Dataset excerpts:
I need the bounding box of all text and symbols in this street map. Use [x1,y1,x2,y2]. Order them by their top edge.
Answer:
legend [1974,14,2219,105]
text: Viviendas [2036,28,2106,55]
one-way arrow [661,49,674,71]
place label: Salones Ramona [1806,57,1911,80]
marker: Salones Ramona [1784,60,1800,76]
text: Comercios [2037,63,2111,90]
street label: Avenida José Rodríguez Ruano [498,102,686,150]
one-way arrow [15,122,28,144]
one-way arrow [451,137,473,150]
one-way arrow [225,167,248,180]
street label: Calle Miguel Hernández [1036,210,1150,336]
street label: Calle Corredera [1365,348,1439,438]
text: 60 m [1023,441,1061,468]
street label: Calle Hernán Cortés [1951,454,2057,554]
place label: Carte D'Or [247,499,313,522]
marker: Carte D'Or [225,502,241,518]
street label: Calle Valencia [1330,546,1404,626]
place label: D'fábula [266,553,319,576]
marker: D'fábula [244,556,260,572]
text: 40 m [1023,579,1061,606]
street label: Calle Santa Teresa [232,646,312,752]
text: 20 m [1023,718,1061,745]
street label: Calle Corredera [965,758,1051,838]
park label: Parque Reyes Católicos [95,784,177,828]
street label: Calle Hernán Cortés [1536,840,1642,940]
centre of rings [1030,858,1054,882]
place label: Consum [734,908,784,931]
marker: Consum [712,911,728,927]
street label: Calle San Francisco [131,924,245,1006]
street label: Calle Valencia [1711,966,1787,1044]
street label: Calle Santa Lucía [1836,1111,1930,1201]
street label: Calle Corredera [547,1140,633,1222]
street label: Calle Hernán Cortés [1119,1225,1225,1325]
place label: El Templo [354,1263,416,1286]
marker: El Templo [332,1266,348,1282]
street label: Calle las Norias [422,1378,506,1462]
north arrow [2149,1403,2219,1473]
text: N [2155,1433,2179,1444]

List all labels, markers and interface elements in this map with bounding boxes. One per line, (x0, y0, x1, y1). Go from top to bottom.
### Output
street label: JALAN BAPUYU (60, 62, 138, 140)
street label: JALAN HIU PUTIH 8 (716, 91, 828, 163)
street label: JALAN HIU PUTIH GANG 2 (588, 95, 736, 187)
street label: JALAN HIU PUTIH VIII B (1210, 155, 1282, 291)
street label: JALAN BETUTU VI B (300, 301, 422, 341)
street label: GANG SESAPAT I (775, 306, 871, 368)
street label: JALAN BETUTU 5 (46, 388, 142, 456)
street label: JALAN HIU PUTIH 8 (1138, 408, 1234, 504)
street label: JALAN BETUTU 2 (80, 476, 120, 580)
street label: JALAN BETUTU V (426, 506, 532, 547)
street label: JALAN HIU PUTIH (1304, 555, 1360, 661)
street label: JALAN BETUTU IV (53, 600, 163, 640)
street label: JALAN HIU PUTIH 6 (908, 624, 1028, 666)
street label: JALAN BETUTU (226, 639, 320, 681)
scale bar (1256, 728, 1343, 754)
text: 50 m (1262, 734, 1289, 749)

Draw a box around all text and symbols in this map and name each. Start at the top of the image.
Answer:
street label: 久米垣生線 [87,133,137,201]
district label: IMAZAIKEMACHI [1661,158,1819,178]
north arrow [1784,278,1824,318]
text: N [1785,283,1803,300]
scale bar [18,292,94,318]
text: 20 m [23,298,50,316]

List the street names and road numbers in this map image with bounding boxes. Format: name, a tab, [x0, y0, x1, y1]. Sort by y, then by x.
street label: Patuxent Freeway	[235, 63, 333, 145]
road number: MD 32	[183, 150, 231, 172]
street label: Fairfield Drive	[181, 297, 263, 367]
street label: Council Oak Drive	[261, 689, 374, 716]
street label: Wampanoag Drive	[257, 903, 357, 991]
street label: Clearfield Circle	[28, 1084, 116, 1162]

Task statement:
Only lines with the word "symbols" are wanted, so copy each one from the records.

Solution for this exercise:
I need the bounding box of all text and symbols in this street map. Use [x1,y1,x2,y2]. Order them by their top edge.
Draw a box around all text and symbols in this map and name each. Start at the top of the image.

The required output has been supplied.